Great House, Nicole Krauss's new novel, Great House, features four lives that intersect at a gargantuan writing desk.
You used to write poetry. Why did you move to fiction?
I felt in poetry that there was a possibility for perfection, and that was something that haunted me. When I started to write Man Walks into a Room, [her first novel]I began to understand that novels are necessarily imperfect. And for whatever reason, that spoke to my nature. As I've gotten to know myself better as a writer, I've gotten very comfortable with the idea of working very close to the line of potential failure. Maybe because I feel that in that place, there's a potential for enormous discovery.
How did you come up with the four stories in Great House?
I wrote for a year or so, tons and tons of stuff, and lots of it ended up in the trash. What emerged out of that were just these four voices that were the only voices out of the many I was writing that didn't reach a dead end, and that, rather than feeling less and less authentic, or less and less alive to me, were becoming more vivid, more convincing.

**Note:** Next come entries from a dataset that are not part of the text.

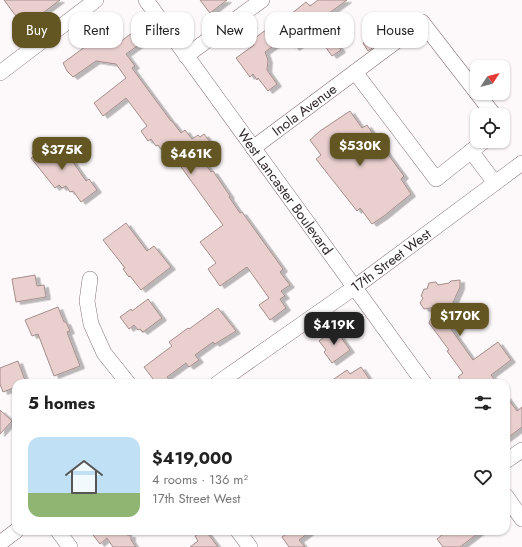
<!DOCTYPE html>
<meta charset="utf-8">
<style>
body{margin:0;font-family:Jost,sans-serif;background:#f2f2f2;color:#222;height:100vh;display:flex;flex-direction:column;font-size:15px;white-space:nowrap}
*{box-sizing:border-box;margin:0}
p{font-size:13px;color:#767676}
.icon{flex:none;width:22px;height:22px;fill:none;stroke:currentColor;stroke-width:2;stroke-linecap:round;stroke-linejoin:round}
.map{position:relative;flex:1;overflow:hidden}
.sheet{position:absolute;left:12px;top:379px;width:498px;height:156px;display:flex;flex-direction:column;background:#fff;border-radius:12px;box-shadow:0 1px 3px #0004}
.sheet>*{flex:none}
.guide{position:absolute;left:12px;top:12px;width:498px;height:36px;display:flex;gap:8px}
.needle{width:26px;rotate:54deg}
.controls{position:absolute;left:470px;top:60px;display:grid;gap:8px}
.controls a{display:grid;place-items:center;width:40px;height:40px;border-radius:8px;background:#fff;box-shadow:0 1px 3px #0004;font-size:20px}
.price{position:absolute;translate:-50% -34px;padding:0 9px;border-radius:8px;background:#635623;color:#fff;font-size:13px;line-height:26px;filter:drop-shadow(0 1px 2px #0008)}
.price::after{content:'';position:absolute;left:50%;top:24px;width:12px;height:9px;margin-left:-6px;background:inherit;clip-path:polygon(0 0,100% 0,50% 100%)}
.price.selected{background:#222;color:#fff}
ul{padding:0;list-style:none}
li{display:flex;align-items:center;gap:12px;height:100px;padding:0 16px}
li span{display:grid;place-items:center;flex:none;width:112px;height:80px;border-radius:12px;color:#555}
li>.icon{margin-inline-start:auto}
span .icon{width:48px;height:48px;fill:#fffc;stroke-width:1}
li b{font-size:17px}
h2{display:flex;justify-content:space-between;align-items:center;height:48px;padding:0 16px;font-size:17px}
.tag{padding:0 14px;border-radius:12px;background:#fff;box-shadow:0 1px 3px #0004;font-size:14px;line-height:36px}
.tag.selected{background:#635623;color:#fff}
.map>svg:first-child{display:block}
</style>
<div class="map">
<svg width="522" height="547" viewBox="0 0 522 547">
<defs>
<filter id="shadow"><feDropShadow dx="4.5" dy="2.5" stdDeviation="0" flood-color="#0004"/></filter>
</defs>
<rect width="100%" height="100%" fill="#fdf8f9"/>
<g fill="#e9d0cf" stroke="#a48e8c" filter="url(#shadow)">
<polygon points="4,0 60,0 24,27"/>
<polygon points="200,0 227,0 210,13"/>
<polygon points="318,0 347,0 306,30 311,36 295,48 281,29 295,18 291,14 306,2 310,6"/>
<polygon points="271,26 273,26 283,39 265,52 268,60 267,70 277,84 268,91 258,78 257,80 253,74 250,77 236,58 254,45 251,41"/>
<polygon points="380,30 386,38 368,51 363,43"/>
<polygon points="132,33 140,44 126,54 135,66 132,68 171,121 172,121 181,133 185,130 192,139 198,135 200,137 204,134 213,146 200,156 211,172 213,171 230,196 229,197 240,213 242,212 283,269 280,272 290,285 281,291 285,296 280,299 286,308 270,320 259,305 269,298 247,267 220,286 208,269 216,263 200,242 223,225 171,153 166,156 158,145 156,146 151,139 148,141 141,131 147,126 126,98 103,116 94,103 126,78 116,64 96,61 73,77 67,71 63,63 97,38 117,44"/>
<polygon points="332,37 341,50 332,56 323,43"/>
<polygon points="350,111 362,128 367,125 373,134 404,176 401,179 411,194 384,216 372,224 360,208 357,211 316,159 321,155 310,140 320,131"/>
<polygon points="46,142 49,146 52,144 56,151 62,146 86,181 89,179 97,190 81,202 73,191 70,192 66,186 62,188 59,185 55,188 31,158 34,156 32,152"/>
<polygon points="126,223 147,251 154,246 171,267 141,290 130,276 129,277 123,269 125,268 103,240"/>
<polygon points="35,275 37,286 44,285 46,297 16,302 12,279"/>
<polygon points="460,280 460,287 447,316 455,326 451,329 473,360 498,342 511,360 491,375 497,383 463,383 458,377 463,373 447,351 449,350 429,323 436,307 424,309 420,303 423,298 421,296 424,289 427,289 429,283 436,282 438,285 449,283 451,281"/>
<polygon points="148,299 162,318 143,332 140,329 138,330 134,325 129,329 120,317 131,309 132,311"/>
<polygon points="58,307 64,322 66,322 70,331 67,332 80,366 54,376 38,334 32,336 25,320"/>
<polygon points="218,308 236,331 215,344 213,342 195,355 199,360 189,367 186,363 167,377 172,383 156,383 144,367 172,346 169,342 188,328 189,329"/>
<polygon points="335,329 350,350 332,363 324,352 326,350 319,341"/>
<polygon points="18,361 26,383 16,383 16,387 3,392 0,384 0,368"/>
<polygon points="361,367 372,383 328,383 347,370 350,374"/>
<polygon points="506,396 517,411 522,407 522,427 506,439"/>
<polygon points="0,410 12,421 0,434"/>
<polygon points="90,531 124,531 127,535 131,535 131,540 136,547 113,547 107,538 100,544"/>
<polygon points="202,531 206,531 218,547 190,547 198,541 195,536"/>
<polygon points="291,531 311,531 299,540 305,547 289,547 282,537"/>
<polygon points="447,531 481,531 460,547 443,547 437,539"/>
</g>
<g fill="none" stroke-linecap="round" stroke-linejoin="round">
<defs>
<g id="minor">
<path id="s1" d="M146 0 424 383"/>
<polyline points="186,56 262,0"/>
<polyline points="0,73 96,0"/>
<polyline points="477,93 422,22 355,72 436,179 484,141"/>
<polyline points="477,93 494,115"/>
<path id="s2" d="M253 148 355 72"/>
<polyline points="471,151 495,183"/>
<polyline points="90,279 87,301 91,324 104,353 128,383"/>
<path id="s3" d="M218 383 355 287 522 163"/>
<polyline points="506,461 522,450"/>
<polyline points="506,496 522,519"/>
<polyline points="58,531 70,547"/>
<polyline points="238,531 250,547"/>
<polyline points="0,543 16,531"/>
</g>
</defs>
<use href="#minor" stroke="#867175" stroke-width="16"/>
<use href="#minor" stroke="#fff" stroke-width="15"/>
</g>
<g text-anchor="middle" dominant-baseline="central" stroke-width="4" stroke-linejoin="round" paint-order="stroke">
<g font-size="14" fill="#31282a" stroke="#fdf8f9">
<text stroke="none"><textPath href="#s2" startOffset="64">Inola Avenue</textPath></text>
<text stroke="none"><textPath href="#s1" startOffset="237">West Lancaster Boulevard</textPath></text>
<text stroke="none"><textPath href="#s3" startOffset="212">17th Street West</textPath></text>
</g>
</g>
</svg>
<div class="controls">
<a><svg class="needle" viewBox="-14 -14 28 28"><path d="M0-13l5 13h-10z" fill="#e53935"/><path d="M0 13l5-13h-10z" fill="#767676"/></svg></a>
<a><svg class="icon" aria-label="locate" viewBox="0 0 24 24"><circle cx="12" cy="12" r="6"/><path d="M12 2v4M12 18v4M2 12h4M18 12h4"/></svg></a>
</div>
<b class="price" style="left:360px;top:167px">$530K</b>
<b class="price" style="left:62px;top:171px">$375K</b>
<b class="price" style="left:191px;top:175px">$461K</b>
<b class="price" style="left:460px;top:337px">$170K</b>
<b class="price selected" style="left:334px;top:346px">$419K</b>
<div class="guide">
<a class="tag selected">Buy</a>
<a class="tag">Rent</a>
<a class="tag">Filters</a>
<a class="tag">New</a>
<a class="tag">Apartment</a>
<a class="tag">House</a>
</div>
<section class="sheet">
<h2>5 homes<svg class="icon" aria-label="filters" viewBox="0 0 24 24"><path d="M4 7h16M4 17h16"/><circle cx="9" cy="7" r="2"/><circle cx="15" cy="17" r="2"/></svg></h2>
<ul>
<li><span style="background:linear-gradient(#bfe0f5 70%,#8fb573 0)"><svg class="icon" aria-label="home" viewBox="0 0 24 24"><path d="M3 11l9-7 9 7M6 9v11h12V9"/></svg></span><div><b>$419,000</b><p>4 rooms · 136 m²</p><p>17th Street West</p></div><svg class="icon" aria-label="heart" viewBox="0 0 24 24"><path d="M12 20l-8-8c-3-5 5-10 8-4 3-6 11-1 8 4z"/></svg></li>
</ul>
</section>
</div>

Your two most recent novels are unconventionally structured. Is there a special appeal for you in stories that are not rooted in straightforward narrative?
I think that novels tend to be, in some way, a structural blueprint of the mechanisms of the author's mind, and I happen to have a very strong spatial sense. So, for example, if I'm walking through a foreign city for the first time, very quickly my mind begins to see the city from above and to put the city together in an aerial way. That's simply how I think, and how I write as well. I've developed this habit of starting at very distant, foreign points and moving inwards. I'm trying to understand: what is the connection between these feelings, these people, these places, these ideas? It's the itch I have that needs to be scratched. And it pleases me.
Why choose a desk as a connecting point?
In Great House, it wasn't so much the desk that mattered, but the burden of inheritance—emotional inheritance. This is one among many of the things I was writing about: what we inherit from our parents and what we pass down to our children. When I started Great House, I had just given birth to a child, and I had all these questions about, not only, what do we pass to our children literally through the umbilical cord, but also what we pass psychologically. I felt that heavily. It really stuck in my mind, and I thought about it all the time. And so, somehow, the desk became imbued with all of that.